The Office of the United Nations High Commissioner for Refugees has recently issued a report, Women on the Run, in which they spoke with 160 women from Guatemala, El Salvador, Honduras, and Mexico. In this report, they found that two thirds of the women interviewed tried to flee violence by moving to another location in their own country, but ultimately, the gangs were able to find them and continued their threats. In situations such as this, applying for refugee status may be the next step. According to the 1951 Convention relating to the Status of Refugees (1951 Convention), refugee status may be granted if one is able to demonstrate:
“well-founded fear of being persecuted for reasons of race, religion, nationality, membership of a particular social group or political opinion; is outside the country of his nationality and is unable or, owing to such fear, is unwilling to avail himself of the protection of that country; or who, not having a nationality and being outside the country of his former habitual residence as a result of such events, is unable or, owing to such fear, is unwilling to return to it.”
This definition of refugee status may be broken down into three main requirements. Those applying for refugee status must be (1) have a well founded fear of persecution, (2) as a cause of their membership in a certain group, (3) in a state that is unwilling or unable to protect them. The 1951 Convention defines the membership groups as those of a certain race, religion, nationality, social group, or of a certain political persuasion. States may be unable or unwilling to protect their citizens by lack of a functioning police or justice system, or failures on the governmental level. Marta Juarez, director of the UNHCR’s Americas Bureau advocated that many Latino immigrants should in fact be eligible for refugee status. She has stated that “We believe that if their cases were further analyzed, many would be recognized as refugees with a well-founded fear of persecution and lack of protection in their countries” The following sections will analyze how the common factors of many Honduran immigrants fleeing gang violence fit into the categories necessary to be eligible for refugee status.
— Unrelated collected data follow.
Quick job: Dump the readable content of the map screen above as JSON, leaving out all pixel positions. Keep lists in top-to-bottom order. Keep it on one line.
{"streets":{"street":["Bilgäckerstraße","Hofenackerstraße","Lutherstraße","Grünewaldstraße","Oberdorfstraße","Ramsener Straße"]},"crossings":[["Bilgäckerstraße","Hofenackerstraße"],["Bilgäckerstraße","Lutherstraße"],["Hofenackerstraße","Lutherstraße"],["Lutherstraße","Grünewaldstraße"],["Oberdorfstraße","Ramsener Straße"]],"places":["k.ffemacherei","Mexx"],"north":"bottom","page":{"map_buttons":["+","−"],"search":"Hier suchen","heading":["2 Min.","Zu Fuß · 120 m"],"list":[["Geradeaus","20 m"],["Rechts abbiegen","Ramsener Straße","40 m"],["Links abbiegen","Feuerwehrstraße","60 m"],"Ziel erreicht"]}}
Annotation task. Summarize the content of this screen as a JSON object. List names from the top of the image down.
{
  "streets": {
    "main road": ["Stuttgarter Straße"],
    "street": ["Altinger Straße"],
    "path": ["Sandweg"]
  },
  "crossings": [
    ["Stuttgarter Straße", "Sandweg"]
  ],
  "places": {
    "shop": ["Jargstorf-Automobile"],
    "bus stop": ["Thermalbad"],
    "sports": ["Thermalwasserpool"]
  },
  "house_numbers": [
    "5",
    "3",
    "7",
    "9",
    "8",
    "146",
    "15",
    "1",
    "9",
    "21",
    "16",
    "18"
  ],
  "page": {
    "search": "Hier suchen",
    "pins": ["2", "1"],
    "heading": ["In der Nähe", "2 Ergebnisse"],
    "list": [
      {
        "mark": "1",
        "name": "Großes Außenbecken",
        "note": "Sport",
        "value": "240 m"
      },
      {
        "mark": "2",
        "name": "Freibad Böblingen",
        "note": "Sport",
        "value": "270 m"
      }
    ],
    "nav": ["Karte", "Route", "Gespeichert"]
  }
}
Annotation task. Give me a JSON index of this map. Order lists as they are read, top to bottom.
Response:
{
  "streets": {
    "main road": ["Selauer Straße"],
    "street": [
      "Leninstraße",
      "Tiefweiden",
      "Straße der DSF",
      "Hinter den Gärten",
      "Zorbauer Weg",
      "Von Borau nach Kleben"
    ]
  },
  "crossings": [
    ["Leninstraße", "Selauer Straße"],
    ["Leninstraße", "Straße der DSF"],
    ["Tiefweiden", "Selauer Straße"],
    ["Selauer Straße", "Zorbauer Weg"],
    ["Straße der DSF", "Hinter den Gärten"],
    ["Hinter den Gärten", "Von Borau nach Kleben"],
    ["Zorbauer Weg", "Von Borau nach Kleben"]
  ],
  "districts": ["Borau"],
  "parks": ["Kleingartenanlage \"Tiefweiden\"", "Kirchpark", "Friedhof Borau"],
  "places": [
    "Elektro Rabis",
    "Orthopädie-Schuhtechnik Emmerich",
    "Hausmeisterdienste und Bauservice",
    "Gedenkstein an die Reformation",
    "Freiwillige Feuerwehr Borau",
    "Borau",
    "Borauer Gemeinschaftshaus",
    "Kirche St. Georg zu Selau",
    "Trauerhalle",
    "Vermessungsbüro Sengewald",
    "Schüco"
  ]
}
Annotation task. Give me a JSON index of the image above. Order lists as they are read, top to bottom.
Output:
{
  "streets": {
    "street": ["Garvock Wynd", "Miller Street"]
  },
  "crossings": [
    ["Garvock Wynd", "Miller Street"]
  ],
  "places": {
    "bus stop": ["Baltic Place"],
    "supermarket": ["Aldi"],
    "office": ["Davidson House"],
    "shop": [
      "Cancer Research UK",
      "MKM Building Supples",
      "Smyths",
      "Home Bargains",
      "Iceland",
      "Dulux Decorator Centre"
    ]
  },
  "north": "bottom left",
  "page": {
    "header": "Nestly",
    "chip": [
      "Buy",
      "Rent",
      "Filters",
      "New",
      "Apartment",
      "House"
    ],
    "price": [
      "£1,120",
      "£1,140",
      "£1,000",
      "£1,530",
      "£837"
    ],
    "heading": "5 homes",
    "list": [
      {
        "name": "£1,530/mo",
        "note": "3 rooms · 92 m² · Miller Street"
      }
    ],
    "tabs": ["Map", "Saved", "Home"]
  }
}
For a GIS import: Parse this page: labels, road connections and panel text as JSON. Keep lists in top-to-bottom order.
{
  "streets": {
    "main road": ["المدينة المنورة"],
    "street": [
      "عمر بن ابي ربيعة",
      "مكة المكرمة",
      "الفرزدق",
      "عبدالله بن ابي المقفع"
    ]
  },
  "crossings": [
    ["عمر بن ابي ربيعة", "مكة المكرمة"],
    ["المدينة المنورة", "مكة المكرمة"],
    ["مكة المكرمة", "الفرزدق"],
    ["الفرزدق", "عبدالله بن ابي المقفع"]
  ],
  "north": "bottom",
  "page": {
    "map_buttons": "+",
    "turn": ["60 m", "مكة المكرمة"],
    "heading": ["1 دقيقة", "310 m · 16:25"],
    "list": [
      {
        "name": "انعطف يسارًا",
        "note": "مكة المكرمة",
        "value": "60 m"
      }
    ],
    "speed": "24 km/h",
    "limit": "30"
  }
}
Through their money, scope and power, gangs and cartels control and suppress the communities in which they operate. They instil fear and kill innocent civilians. Children are consistently recruited to join and serve as lookouts, move drugs, and be hitmen. If they do not comply, not only are they killed, but their families are threatened and targeted as well. The danger is even more severe for young women:
“The gangs treat women much worse than men. They want us to join as members, but then women are also threatened to be gang members’ ‘girlfriends,’ and it’s never just sex with the one; it’s forced sex with all of them. Women are raped by them, tortured by them, abused by them.”
One woman disclosed to the UNHCR how a gang kidnapped her thirteen year old grandson. When she and her family finally found him, he had been murdered and tortured, with his head cut off and body tied up. Like this thirteen year old child, it was found that nearly 58% of children that the UNHCR spoke with at the border indicated a need for international protection.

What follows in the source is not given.